──────── INPUT RECORDS ────────
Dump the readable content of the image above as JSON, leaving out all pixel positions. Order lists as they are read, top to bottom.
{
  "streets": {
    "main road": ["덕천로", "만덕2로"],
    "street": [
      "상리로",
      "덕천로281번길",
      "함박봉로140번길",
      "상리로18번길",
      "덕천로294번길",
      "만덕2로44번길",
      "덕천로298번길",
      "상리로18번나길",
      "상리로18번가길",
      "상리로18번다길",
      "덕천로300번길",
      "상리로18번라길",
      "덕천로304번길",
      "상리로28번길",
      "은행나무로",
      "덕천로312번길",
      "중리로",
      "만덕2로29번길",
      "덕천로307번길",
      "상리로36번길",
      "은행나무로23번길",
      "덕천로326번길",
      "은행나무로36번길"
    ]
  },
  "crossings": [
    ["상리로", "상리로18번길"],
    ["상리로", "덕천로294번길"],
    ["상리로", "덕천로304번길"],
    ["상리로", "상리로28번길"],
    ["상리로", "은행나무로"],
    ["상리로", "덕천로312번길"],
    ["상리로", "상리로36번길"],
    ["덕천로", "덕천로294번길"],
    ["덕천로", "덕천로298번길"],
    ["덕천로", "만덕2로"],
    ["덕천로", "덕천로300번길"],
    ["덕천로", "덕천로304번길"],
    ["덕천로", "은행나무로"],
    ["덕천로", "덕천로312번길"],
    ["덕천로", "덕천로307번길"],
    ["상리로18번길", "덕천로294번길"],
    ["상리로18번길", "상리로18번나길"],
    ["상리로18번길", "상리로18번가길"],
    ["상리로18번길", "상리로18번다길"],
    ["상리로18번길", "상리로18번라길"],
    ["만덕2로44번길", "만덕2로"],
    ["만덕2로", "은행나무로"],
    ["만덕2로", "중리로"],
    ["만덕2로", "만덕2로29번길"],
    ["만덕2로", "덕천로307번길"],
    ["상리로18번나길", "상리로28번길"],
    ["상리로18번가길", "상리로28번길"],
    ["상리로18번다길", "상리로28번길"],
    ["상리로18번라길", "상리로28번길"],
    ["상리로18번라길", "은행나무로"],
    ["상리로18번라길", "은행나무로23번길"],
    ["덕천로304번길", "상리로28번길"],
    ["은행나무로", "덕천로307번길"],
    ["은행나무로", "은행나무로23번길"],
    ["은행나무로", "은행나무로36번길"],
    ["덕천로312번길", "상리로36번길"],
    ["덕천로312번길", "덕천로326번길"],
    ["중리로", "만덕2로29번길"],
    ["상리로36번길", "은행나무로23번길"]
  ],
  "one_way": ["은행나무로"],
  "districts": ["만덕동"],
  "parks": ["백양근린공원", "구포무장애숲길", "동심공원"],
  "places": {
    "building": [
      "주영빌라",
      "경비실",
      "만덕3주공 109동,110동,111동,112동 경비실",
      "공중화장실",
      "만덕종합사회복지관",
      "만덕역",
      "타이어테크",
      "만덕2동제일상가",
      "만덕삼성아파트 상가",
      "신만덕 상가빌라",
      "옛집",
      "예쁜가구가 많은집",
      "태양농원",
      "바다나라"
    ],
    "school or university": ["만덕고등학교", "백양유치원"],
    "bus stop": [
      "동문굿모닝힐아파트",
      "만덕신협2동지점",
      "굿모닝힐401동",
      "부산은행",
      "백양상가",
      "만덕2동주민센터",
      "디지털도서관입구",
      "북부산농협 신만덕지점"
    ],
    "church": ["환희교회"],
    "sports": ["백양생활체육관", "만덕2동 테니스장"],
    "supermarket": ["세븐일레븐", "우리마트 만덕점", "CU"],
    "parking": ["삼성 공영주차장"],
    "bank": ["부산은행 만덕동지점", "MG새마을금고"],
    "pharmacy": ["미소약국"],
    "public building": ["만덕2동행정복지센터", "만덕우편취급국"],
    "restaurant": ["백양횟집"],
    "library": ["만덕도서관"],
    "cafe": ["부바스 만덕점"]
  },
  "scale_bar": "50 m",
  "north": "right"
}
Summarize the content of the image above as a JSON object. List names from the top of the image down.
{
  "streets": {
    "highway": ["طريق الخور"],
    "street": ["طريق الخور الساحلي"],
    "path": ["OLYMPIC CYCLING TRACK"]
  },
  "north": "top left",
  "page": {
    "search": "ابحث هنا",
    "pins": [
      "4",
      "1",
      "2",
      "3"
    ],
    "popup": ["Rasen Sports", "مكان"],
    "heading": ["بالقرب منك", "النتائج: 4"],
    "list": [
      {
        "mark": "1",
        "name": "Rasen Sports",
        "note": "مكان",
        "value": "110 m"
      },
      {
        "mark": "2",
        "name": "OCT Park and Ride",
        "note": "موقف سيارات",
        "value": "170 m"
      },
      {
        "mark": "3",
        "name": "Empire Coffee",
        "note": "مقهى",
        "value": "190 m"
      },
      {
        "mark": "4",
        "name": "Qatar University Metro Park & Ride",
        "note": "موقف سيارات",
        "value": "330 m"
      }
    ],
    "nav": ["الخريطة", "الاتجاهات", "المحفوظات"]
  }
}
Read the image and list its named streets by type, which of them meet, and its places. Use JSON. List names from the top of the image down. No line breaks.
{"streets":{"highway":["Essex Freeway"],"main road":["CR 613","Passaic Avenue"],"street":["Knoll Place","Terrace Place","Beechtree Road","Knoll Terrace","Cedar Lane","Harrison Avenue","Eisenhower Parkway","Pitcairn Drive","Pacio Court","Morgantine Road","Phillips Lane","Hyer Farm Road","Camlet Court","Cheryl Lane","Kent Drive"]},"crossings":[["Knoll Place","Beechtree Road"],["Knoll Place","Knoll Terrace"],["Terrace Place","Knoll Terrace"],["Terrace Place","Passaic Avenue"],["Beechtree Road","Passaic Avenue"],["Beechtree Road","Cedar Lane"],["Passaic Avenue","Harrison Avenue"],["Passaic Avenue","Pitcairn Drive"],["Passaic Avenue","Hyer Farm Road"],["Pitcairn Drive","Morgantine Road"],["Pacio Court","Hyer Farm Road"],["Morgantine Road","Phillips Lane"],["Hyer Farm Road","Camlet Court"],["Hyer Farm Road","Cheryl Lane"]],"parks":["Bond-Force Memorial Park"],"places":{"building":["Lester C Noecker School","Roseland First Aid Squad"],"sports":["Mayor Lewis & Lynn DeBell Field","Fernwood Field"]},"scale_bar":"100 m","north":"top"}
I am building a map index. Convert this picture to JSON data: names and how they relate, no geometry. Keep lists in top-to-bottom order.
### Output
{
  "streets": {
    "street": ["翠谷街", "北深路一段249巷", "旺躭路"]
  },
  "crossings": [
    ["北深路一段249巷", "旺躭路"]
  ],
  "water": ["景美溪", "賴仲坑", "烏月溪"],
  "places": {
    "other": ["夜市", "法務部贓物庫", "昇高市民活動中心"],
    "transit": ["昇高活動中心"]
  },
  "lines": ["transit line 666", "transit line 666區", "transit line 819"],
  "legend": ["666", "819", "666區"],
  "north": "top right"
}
────────
**EXERCISE PROMPT:** Each record above is to be reproduced exactly, in full.

**SOLUTION TO THIS TASK:**
Dump the readable content of the image above as JSON, leaving out all pixel positions. Order lists as they are read, top to bottom.
{
  "streets": {
    "main road": ["덕천로", "만덕2로"],
    "street": [
      "상리로",
      "덕천로281번길",
      "함박봉로140번길",
      "상리로18번길",
      "덕천로294번길",
      "만덕2로44번길",
      "덕천로298번길",
      "상리로18번나길",
      "상리로18번가길",
      "상리로18번다길",
      "덕천로300번길",
      "상리로18번라길",
      "덕천로304번길",
      "상리로28번길",
      "은행나무로",
      "덕천로312번길",
      "중리로",
      "만덕2로29번길",
      "덕천로307번길",
      "상리로36번길",
      "은행나무로23번길",
      "덕천로326번길",
      "은행나무로36번길"
    ]
  },
  "crossings": [
    ["상리로", "상리로18번길"],
    ["상리로", "덕천로294번길"],
    ["상리로", "덕천로304번길"],
    ["상리로", "상리로28번길"],
    ["상리로", "은행나무로"],
    ["상리로", "덕천로312번길"],
    ["상리로", "상리로36번길"],
    ["덕천로", "덕천로294번길"],
    ["덕천로", "덕천로298번길"],
    ["덕천로", "만덕2로"],
    ["덕천로", "덕천로300번길"],
    ["덕천로", "덕천로304번길"],
    ["덕천로", "은행나무로"],
    ["덕천로", "덕천로312번길"],
    ["덕천로", "덕천로307번길"],
    ["상리로18번길", "덕천로294번길"],
    ["상리로18번길", "상리로18번나길"],
    ["상리로18번길", "상리로18번가길"],
    ["상리로18번길", "상리로18번다길"],
    ["상리로18번길", "상리로18번라길"],
    ["만덕2로44번길", "만덕2로"],
    ["만덕2로", "은행나무로"],
    ["만덕2로", "중리로"],
    ["만덕2로", "만덕2로29번길"],
    ["만덕2로", "덕천로307번길"],
    ["상리로18번나길", "상리로28번길"],
    ["상리로18번가길", "상리로28번길"],
    ["상리로18번다길", "상리로28번길"],
    ["상리로18번라길", "상리로28번길"],
    ["상리로18번라길", "은행나무로"],
    ["상리로18번라길", "은행나무로23번길"],
    ["덕천로304번길", "상리로28번길"],
    ["은행나무로", "덕천로307번길"],
    ["은행나무로", "은행나무로23번길"],
    ["은행나무로", "은행나무로36번길"],
    ["덕천로312번길", "상리로36번길"],
    ["덕천로312번길", "덕천로326번길"],
    ["중리로", "만덕2로29번길"],
    ["상리로36번길", "은행나무로23번길"]
  ],
  "one_way": ["은행나무로"],
  "districts": ["만덕동"],
  "parks": ["백양근린공원", "구포무장애숲길", "동심공원"],
  "places": {
    "building": [
      "주영빌라",
      "경비실",
      "만덕3주공 109동,110동,111동,112동 경비실",
      "공중화장실",
      "만덕종합사회복지관",
      "만덕역",
      "타이어테크",
      "만덕2동제일상가",
      "만덕삼성아파트 상가",
      "신만덕 상가빌라",
      "옛집",
      "예쁜가구가 많은집",
      "태양농원",
      "바다나라"
    ],
    "school or university": ["만덕고등학교", "백양유치원"],
    "bus stop": [
      "동문굿모닝힐아파트",
      "만덕신협2동지점",
      "굿모닝힐401동",
      "부산은행",
      "백양상가",
      "만덕2동주민센터",
      "디지털도서관입구",
      "북부산농협 신만덕지점"
    ],
    "church": ["환희교회"],
    "sports": ["백양생활체육관", "만덕2동 테니스장"],
    "supermarket": ["세븐일레븐", "우리마트 만덕점", "CU"],
    "parking": ["삼성 공영주차장"],
    "bank": ["부산은행 만덕동지점", "MG새마을금고"],
    "pharmacy": ["미소약국"],
    "public building": ["만덕2동행정복지센터", "만덕우편취급국"],
    "restaurant": ["백양횟집"],
    "library": ["만덕도서관"],
    "cafe": ["부바스 만덕점"]
  },
  "scale_bar": "50 m",
  "north": "right"
}
Summarize the content of the image above as a JSON object. List names from the top of the image down.
{
  "streets": {
    "highway": ["طريق الخور"],
    "street": ["طريق الخور الساحلي"],
    "path": ["OLYMPIC CYCLING TRACK"]
  },
  "north": "top left",
  "page": {
    "search": "ابحث هنا",
    "pins": [
      "4",
      "1",
      "2",
      "3"
    ],
    "popup": ["Rasen Sports", "مكان"],
    "heading": ["بالقرب منك", "النتائج: 4"],
    "list": [
      {
        "mark": "1",
        "name": "Rasen Sports",
        "note": "مكان",
        "value": "110 m"
      },
      {
        "mark": "2",
        "name": "OCT Park and Ride",
        "note": "موقف سيارات",
        "value": "170 m"
      },
      {
        "mark": "3",
        "name": "Empire Coffee",
        "note": "مقهى",
        "value": "190 m"
      },
      {
        "mark": "4",
        "name": "Qatar University Metro Park & Ride",
        "note": "موقف سيارات",
        "value": "330 m"
      }
    ],
    "nav": ["الخريطة", "الاتجاهات", "المحفوظات"]
  }
}
Read the image and list its named streets by type, which of them meet, and its places. Use JSON. List names from the top of the image down. No line breaks.
{"streets":{"highway":["Essex Freeway"],"main road":["CR 613","Passaic Avenue"],"street":["Knoll Place","Terrace Place","Beechtree Road","Knoll Terrace","Cedar Lane","Harrison Avenue","Eisenhower Parkway","Pitcairn Drive","Pacio Court","Morgantine Road","Phillips Lane","Hyer Farm Road","Camlet Court","Cheryl Lane","Kent Drive"]},"crossings":[["Knoll Place","Beechtree Road"],["Knoll Place","Knoll Terrace"],["Terrace Place","Knoll Terrace"],["Terrace Place","Passaic Avenue"],["Beechtree Road","Passaic Avenue"],["Beechtree Road","Cedar Lane"],["Passaic Avenue","Harrison Avenue"],["Passaic Avenue","Pitcairn Drive"],["Passaic Avenue","Hyer Farm Road"],["Pitcairn Drive","Morgantine Road"],["Pacio Court","Hyer Farm Road"],["Morgantine Road","Phillips Lane"],["Hyer Farm Road","Camlet Court"],["Hyer Farm Road","Cheryl Lane"]],"parks":["Bond-Force Memorial Park"],"places":{"building":["Lester C Noecker School","Roseland First Aid Squad"],"sports":["Mayor Lewis & Lynn DeBell Field","Fernwood Field"]},"scale_bar":"100 m","north":"top"}
I am building a map index. Convert this picture to JSON data: names and how they relate, no geometry. Keep lists in top-to-bottom order.
### Output
{
  "streets": {
    "street": ["翠谷街", "北深路一段249巷", "旺躭路"]
  },
  "crossings": [
    ["北深路一段249巷", "旺躭路"]
  ],
  "water": ["景美溪", "賴仲坑", "烏月溪"],
  "places": {
    "other": ["夜市", "法務部贓物庫", "昇高市民活動中心"],
    "transit": ["昇高活動中心"]
  },
  "lines": ["transit line 666", "transit line 666區", "transit line 819"],
  "legend": ["666", "819", "666區"],
  "north": "top right"
}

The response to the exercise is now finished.